::: Source material
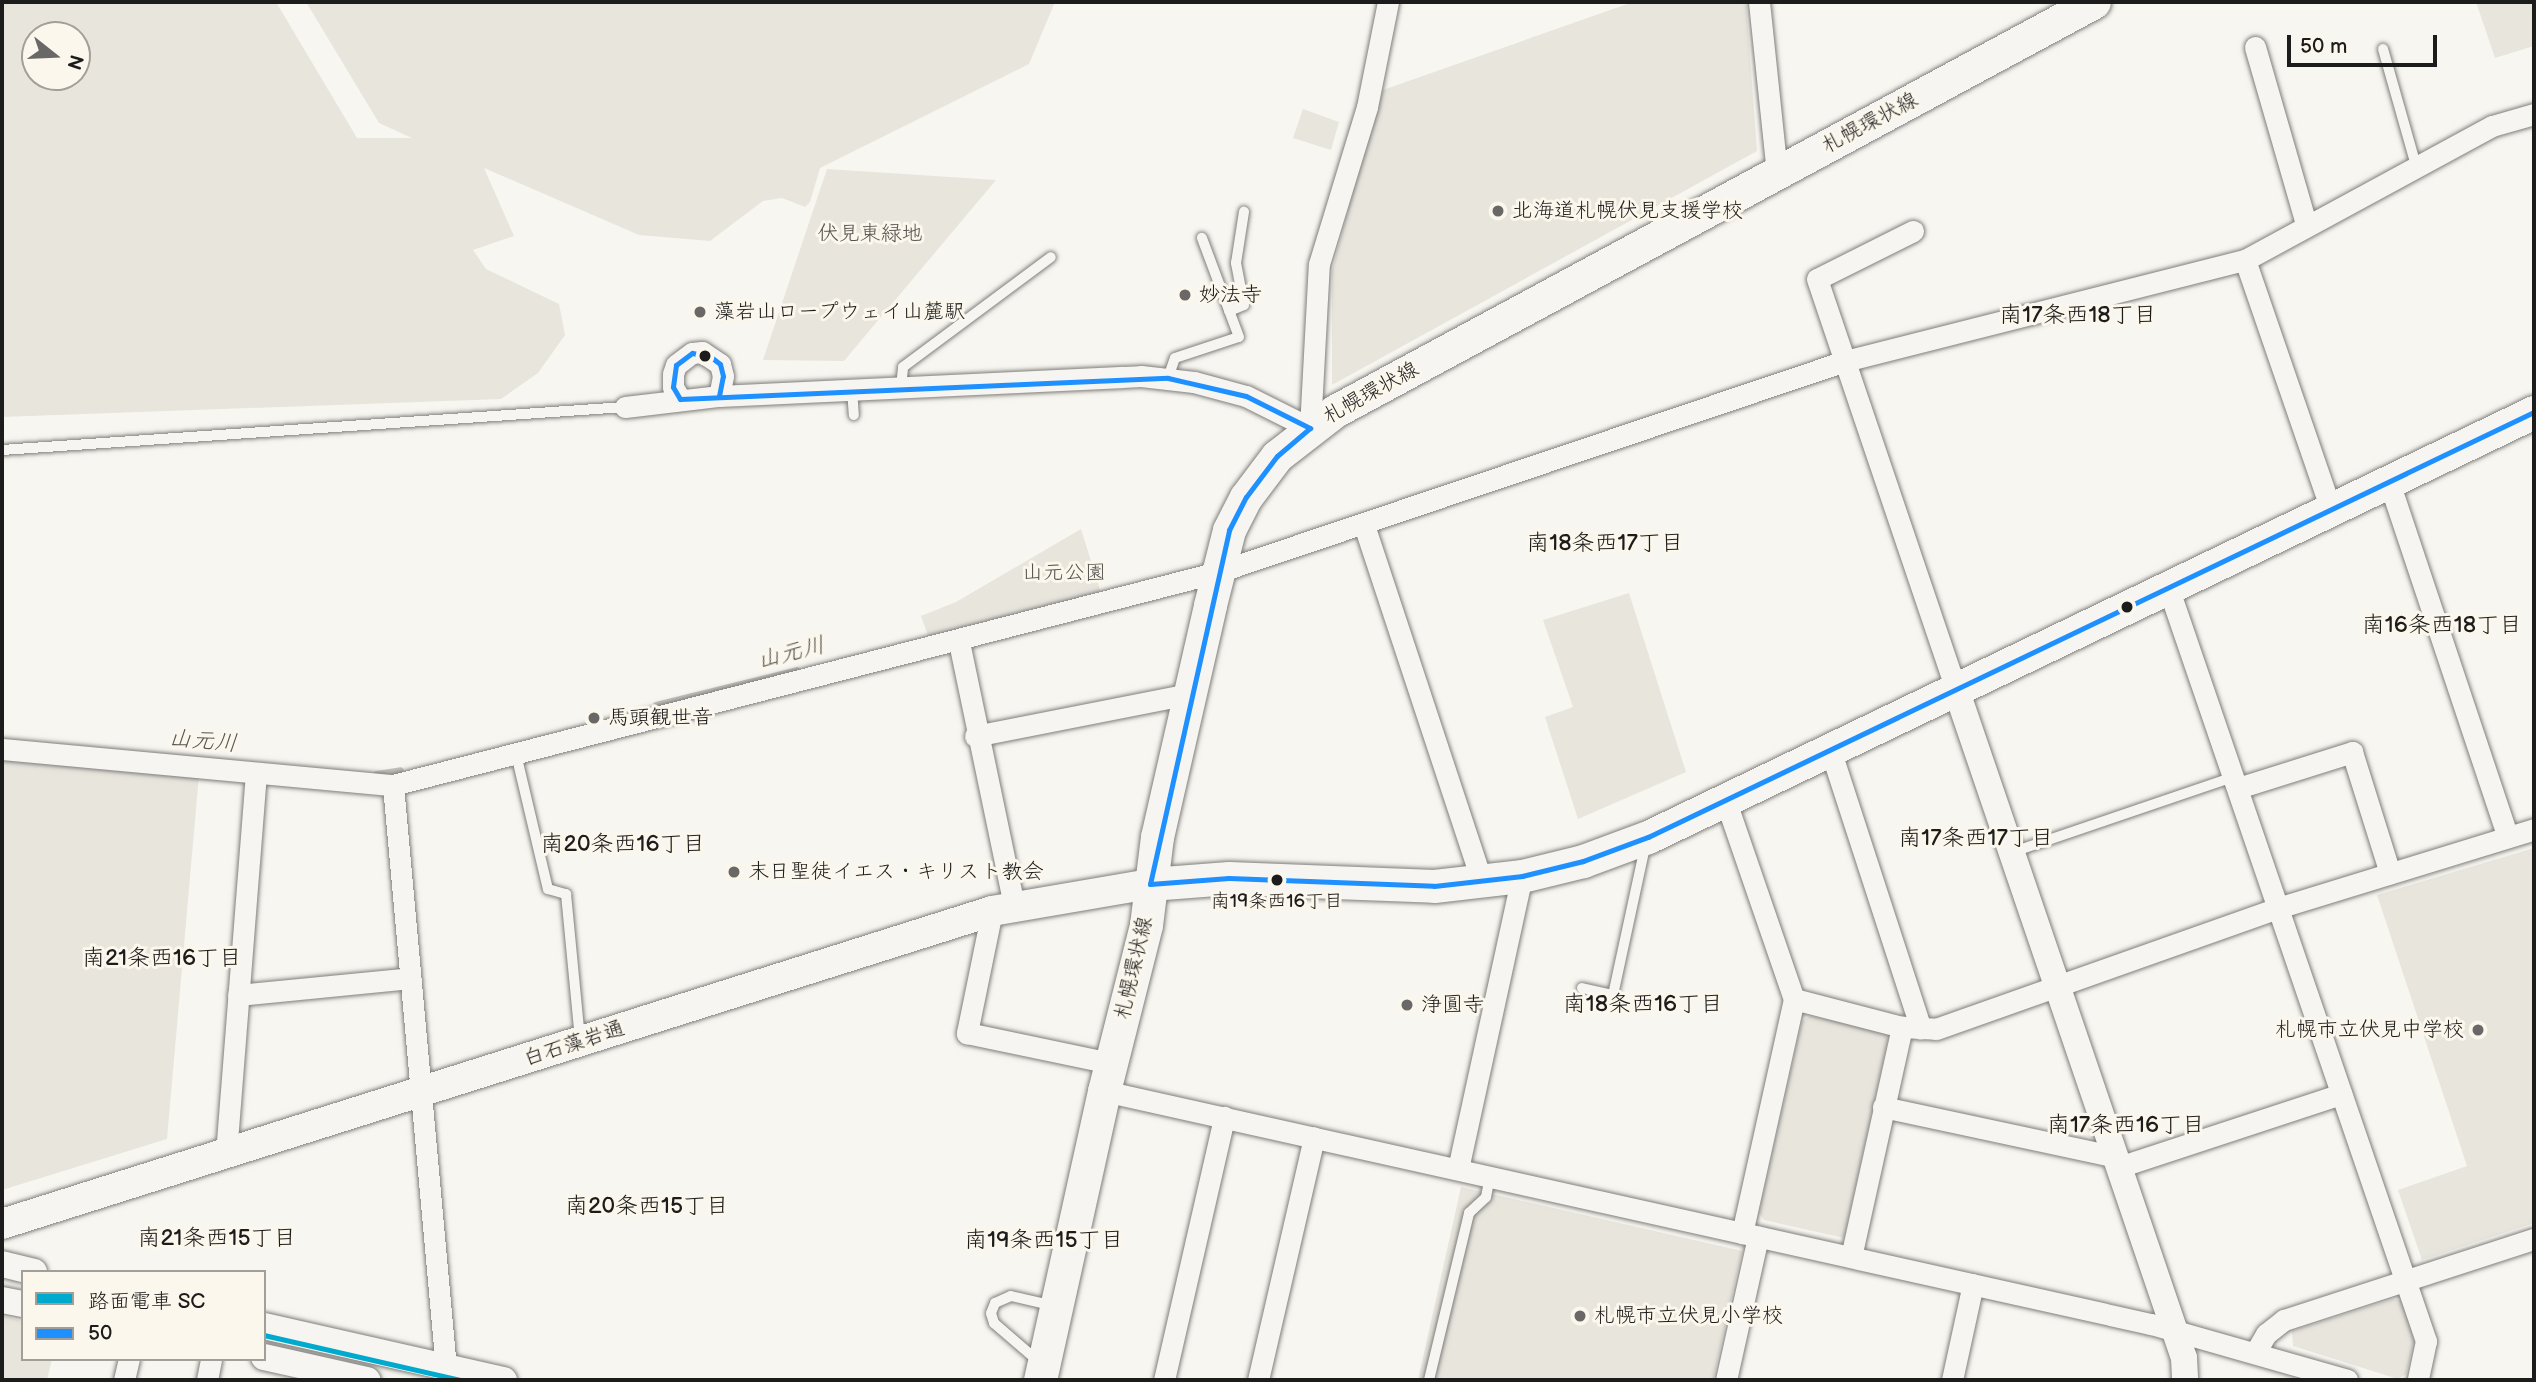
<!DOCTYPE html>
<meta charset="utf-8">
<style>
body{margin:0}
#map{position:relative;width:2536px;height:1382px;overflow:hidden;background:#f8f6f0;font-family:"Balsamiq Sans","Klee One",sans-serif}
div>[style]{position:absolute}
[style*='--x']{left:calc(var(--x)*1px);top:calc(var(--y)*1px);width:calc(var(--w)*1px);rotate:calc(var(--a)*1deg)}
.built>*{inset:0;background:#e8e5dd}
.stream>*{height:6px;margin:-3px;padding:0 3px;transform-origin:3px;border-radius:3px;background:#c5c2bc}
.roads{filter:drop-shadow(0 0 2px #7f7e7b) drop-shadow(0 0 2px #7f7e7b)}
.service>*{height:10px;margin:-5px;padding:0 5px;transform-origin:5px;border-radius:5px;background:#f6f5f1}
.minor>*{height:21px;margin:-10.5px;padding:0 10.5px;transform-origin:10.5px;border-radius:10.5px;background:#f6f5f1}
.tertiary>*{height:26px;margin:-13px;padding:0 13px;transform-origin:13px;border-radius:13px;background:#f6f5f1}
.secondary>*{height:30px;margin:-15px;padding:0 15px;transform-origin:15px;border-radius:15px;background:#f6f5f1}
.primary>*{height:33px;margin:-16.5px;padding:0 16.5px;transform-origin:16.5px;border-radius:16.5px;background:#f6f5f1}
.bus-1>*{height:5px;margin:-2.5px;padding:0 2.5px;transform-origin:2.5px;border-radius:2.5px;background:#1e90ff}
.tram-1>*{height:5px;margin:-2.5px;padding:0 2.5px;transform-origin:2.5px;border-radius:2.5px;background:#00a9ce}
.dots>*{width:19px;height:19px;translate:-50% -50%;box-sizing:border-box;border:4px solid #fbf7ec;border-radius:50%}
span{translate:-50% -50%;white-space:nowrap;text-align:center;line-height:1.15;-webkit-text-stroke:6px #fbf7ec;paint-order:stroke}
.bus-label{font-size:19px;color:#1c1c1c}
.street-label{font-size:21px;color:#1c1c1c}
.poi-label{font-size:21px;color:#1c1c1c}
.left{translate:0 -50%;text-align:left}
.right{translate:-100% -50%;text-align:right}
.park-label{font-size:21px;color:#555451}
.neighbourhood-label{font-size:23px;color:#1c1c1c}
.water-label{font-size:23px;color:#575653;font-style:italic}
.frame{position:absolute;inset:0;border:4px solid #1c1c1c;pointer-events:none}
.legend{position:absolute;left:21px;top:1270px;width:245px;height:91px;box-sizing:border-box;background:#fbf7ec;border:2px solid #a29f99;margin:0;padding:9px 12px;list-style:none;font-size:21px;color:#1c1c1c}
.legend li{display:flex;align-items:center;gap:14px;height:35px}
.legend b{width:35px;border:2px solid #a29f99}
.north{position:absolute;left:21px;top:21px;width:70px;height:70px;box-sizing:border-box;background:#fbf7ec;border:2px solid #a29f99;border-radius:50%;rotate:108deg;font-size:19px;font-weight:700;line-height:28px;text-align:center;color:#1c1c1c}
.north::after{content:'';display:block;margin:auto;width:24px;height:32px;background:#696866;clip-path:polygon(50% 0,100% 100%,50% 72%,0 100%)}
.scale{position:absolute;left:2287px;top:35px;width:150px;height:32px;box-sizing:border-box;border:4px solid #1c1c1c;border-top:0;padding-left:9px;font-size:21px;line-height:24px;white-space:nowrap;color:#1c1c1c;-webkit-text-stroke:5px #fbf7ec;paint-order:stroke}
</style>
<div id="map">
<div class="built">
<i style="clip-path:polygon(evenodd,2px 2px,276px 2px,357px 138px,412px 138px,379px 123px,306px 2px,1055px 2px,1029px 64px,820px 168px,810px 202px,805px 207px,782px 198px,763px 201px,710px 241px,639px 235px,484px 168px,514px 236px,473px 250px,486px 269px,559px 304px,565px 335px,538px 373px,501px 399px,2px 417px,2px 2px,35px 35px,77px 35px,77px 77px,35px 77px,35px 35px)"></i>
<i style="clip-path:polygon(1633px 2px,1746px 2px,1757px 151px,1332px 385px,1332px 271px,1380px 91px)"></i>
<i style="clip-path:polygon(2476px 2px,2534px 2px,2534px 46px,2495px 58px)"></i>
<i style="clip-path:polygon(1303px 109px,1339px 122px,1331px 150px,1293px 138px)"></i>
<i style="clip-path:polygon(827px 169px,996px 180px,844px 361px,763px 360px)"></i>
<i style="clip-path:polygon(1081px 529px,1101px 593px,930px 641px,921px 616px,956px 602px)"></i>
<i style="clip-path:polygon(1629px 593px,1686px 772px,1578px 819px,1545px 717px,1573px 707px,1543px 620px)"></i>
<i style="clip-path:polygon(2px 757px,199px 775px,167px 1139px,2px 1190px)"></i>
<i style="clip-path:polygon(2534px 848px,2534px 1223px,2422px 1260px,2398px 1190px,2467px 1166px,2377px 895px)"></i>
<i style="clip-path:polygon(1810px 1016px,1883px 1031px,1888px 1039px,1844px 1238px,1764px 1220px,1759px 1213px,1802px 1021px)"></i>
<i style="clip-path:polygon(1461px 1187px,1742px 1251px,1713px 1380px,1418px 1380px)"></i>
<i style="clip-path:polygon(2393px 1299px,2402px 1301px,2415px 1339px,2406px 1374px,2398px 1379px,2293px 1346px,2292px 1331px)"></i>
<i style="clip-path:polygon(2px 1316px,23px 1321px,23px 1359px,52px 1359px,47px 1380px,2px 1380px)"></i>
</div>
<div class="stream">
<i style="--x:656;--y:705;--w:145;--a:-13.9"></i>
<i style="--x:377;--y:774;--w:24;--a:-9"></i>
</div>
<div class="roads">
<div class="service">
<i style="--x:2383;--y:49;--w:122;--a:74.2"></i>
<i style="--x:1229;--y:311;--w:16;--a:-22"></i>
<i style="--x:1244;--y:305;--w:43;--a:-100.8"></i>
<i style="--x:1236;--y:263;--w:52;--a:-81.1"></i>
<i style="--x:1168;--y:378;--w:21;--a:-71"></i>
<i style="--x:1175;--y:358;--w:67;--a:-18.2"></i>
<i style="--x:1239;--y:337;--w:106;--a:-110.5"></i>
<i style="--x:901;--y:387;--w:20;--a:-84"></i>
<i style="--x:903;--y:367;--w:184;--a:-36.6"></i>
<i style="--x:852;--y:389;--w:26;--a:86"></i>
<i style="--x:2;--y:450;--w:624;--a:-3.95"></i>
<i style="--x:516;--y:754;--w:139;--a:76.7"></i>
<i style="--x:548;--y:889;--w:19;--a:16"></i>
<i style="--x:566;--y:894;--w:146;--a:84.5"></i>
<i style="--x:2013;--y:852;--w:232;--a:-18.8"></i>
<i style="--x:1582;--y:988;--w:32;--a:13"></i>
<i style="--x:1613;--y:995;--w:156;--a:-77.8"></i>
<i style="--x:1038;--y:1361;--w:58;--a:-139.2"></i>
<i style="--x:994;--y:1323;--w:10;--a:-107"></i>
<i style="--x:991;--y:1313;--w:11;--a:-68"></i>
<i style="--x:995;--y:1303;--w:17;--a:-24"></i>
<i style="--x:1011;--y:1296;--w:44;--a:13.1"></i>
<i style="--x:1429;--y:1380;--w:172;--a:-76.5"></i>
<i style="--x:1469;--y:1213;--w:23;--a:-43"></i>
<i style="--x:1486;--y:1197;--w:21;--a:-79"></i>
</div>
<div class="minor">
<i style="--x:1759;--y:2;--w:172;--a:84"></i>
<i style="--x:2255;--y:47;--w:184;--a:73.9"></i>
<i style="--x:1913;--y:231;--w:107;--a:153.4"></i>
<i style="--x:1817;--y:279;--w:433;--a:71.3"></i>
<i style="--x:2245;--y:260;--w:264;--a:71"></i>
<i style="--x:680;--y:399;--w:14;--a:-120"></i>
<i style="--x:673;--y:387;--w:13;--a:-90"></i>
<i style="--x:673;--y:374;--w:9;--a:-72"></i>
<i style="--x:676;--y:365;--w:20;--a:-37"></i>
<i style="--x:692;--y:353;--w:10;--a:-6"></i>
<i style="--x:702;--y:352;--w:22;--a:34"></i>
<i style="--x:720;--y:364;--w:12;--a:76"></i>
<i style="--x:723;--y:376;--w:20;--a:101"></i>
<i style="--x:625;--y:407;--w:95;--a:-6.7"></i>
<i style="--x:719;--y:396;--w:422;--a:-2.7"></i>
<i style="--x:1141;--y:376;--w:53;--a:6.5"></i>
<i style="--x:1194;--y:382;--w:54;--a:15.1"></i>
<i style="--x:1246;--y:396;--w:72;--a:26.6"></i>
<i style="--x:1310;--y:428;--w:164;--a:-86.9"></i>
<i style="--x:1319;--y:264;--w:164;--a:-73"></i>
<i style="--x:1367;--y:107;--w:107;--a:-78.7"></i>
<i style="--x:2389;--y:482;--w:374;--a:71.5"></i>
<i style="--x:1364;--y:525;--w:376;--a:71.7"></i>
<i style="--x:2168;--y:587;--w:797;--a:71.11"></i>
<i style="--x:2426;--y:1341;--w:40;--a:102"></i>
<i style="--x:959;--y:642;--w:269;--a:78.2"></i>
<i style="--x:975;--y:736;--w:219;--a:-11.1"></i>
<i style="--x:2;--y:749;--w:393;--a:5.3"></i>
<i style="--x:393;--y:785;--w:852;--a:-14.48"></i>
<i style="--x:1218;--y:572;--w:662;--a:-18.6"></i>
<i style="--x:1845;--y:361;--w:413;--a:-14.2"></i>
<i style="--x:2245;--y:260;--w:281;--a:-28.5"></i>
<i style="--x:2492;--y:126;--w:44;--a:-15.9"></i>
<i style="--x:1830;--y:749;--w:294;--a:72"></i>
<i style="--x:393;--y:785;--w:585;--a:84.81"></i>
<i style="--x:2238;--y:788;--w:120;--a:-17.5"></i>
<i style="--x:2352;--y:752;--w:127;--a:72.6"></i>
<i style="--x:1725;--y:799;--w:212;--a:71"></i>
<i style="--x:1794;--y:999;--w:240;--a:102.5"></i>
<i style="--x:992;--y:911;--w:125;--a:101.6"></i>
<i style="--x:967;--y:1033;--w:147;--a:11.8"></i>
<i style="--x:238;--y:995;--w:173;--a:-5.6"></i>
<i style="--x:1794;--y:999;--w:112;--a:14.5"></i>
<i style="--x:1902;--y:1027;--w:34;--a:3"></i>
<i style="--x:1936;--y:1029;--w:363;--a:-19.5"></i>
<i style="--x:2278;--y:908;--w:268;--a:-17.1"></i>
<i style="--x:1104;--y:1091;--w:1073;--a:12.55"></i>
<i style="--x:2151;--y:1324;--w:204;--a:15.9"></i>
<i style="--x:1883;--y:1107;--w:238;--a:12.1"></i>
<i style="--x:226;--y:1154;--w:381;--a:-85.5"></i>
<i style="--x:2119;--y:1167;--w:234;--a:-18.2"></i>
<i style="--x:1458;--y:1169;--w:300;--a:-77.7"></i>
<i style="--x:1851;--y:1257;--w:236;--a:-77.5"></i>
<i style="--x:2255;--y:1353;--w:22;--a:-60"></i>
<i style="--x:2266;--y:1334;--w:23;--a:-38"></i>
<i style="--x:2284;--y:1320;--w:263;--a:-18"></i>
<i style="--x:124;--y:1380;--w:22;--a:-77"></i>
<i style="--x:207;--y:1380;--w:21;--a:-79"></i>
<i style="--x:1164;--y:1380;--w:270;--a:-77.1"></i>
<i style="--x:1258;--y:1380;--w:249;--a:-77"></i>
<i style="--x:1726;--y:1380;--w:147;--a:-77.4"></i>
<i style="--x:1952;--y:1380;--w:98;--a:-77.7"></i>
</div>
<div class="tertiary">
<i style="--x:1956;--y:689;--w:707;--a:71.18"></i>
<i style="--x:2184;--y:1358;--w:22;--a:87"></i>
<i style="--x:2;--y:1264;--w:33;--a:14"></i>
<i style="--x:2;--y:1300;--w:21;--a:11"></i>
<i style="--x:264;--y:1326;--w:246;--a:12.7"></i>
<i style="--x:264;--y:1357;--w:106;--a:12.6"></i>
</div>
<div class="secondary">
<i style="--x:2;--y:1224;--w:1038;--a:-17.54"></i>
<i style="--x:992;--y:911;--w:160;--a:-9.7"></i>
</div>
<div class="primary">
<i style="--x:1150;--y:884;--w:79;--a:-4.3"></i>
<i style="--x:1229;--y:878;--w:205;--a:2.2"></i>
<i style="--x:1434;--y:886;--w:89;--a:-6.5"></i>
<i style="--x:1522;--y:876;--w:63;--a:-13.8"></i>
<i style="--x:1583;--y:861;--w:69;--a:-20.3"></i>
<i style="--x:1648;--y:837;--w:983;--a:-25.63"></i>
<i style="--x:1040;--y:1380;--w:296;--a:-77.5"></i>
<i style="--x:1104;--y:1091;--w:171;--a:-75.8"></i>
<i style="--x:1146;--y:925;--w:89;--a:-82.9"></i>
<i style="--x:1157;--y:837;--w:238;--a:-77.1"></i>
<i style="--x:1210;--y:605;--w:77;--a:-75.8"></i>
<i style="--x:1229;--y:530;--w:37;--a:-63"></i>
<i style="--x:1246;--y:497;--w:51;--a:-52.9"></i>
<i style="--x:1277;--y:456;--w:73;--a:-37.8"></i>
<i style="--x:1335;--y:411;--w:862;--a:-28.32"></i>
</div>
</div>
<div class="bus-1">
<i style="--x:719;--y:396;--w:20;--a:-79"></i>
<i style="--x:723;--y:376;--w:12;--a:-104"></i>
<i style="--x:720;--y:364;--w:11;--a:-142"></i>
<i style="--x:711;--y:357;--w:19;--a:-168"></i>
<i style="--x:692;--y:353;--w:20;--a:143"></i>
<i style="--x:676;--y:365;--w:22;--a:98"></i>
<i style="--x:673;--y:387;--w:14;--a:60"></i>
<i style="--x:680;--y:399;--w:488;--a:-2.5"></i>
<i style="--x:1168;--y:378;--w:80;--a:13"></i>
<i style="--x:1246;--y:396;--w:72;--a:26.6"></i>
<i style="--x:1150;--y:884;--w:79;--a:-4.3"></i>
<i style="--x:1229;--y:878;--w:205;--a:2.2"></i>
<i style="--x:1434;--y:886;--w:89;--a:-6.5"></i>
<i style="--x:1522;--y:876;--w:63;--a:-13.8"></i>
<i style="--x:1583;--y:861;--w:69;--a:-20.3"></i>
<i style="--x:1648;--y:837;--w:983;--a:-25.63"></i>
<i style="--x:1150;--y:884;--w:363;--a:-77.4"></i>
<i style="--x:1229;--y:530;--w:37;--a:-63"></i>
<i style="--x:1246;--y:497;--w:51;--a:-52.9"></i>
<i style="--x:1277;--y:456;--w:43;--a:-40.3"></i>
</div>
<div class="tram-1">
<i style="--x:264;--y:1335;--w:202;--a:12.9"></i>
</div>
<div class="dots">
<i style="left:1498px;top:211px;background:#696866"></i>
<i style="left:1185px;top:295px;background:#696866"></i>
<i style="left:700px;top:312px;background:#696866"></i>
<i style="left:705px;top:356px;background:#1c1c1c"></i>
<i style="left:2127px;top:607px;background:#1c1c1c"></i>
<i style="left:594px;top:718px;background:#696866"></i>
<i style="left:734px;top:872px;background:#696866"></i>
<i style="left:1277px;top:880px;background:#1c1c1c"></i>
<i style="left:1407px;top:1005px;background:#696866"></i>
<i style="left:2478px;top:1030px;background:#696866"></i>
<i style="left:1580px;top:1316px;background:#696866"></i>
</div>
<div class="bus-label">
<span style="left:1277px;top:902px">南19条西16丁目</span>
</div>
<div class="street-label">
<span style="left:1870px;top:123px;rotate:-28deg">札幌環状線</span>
<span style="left:1371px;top:393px;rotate:-29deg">札幌環状線</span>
<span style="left:1134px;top:968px;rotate:-77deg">札幌環状線</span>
<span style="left:574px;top:1044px;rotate:-18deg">白石藻岩通</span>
</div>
<div class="poi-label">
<span class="left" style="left:1512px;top:211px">北海道札幌伏見支援学校</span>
<span class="left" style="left:1199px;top:295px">妙法寺</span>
<span class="left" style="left:714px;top:312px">藻岩山ロープウェイ山麓駅</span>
<span class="left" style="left:608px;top:718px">馬頭観世音</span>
<span class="left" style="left:748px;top:872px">末日聖徒イエス・キリスト教会</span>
<span class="left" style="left:1421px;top:1005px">浄圓寺</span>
<span class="right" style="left:2464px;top:1030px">札幌市立伏見中学校</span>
<span class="left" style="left:1594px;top:1316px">札幌市立伏見小学校</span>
</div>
<div class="park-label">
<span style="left:870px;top:234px">伏見東緑地</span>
<span style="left:1064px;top:573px">山元公園</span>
</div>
<div class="neighbourhood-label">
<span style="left:2078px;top:315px">南17条西18丁目</span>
<span style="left:1605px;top:543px">南18条西17丁目</span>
<span style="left:2442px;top:625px">南16条西18丁目</span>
<span style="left:1976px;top:838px">南17条西17丁目</span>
<span style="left:623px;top:844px">南20条西16丁目</span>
<span style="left:162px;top:958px">南21条西16丁目</span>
<span style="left:1643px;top:1004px">南18条西16丁目</span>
<span style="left:2126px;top:1125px">南17条西16丁目</span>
<span style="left:647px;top:1206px">南20条西15丁目</span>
<span style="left:217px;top:1238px">南21条西15丁目</span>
<span style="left:1044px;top:1240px">南19条西15丁目</span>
</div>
<div class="water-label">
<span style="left:791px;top:653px;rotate:-14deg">山元川</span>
<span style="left:203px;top:741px;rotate:5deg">山元川</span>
</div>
<div class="frame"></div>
<ul class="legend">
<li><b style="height:9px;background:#00a9ce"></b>路面電車 SC</li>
<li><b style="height:9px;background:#1e90ff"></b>50</li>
</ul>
<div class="north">N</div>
<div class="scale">50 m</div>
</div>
::::::
→ Try it
Scan the listing above. Collect all lines with the word "stream".

→ Task output
.stream>*{height:6px;margin:-3px;padding:0 3px;transform-origin:3px;border-radius:3px;background:#c5c2bc}
<div class="stream">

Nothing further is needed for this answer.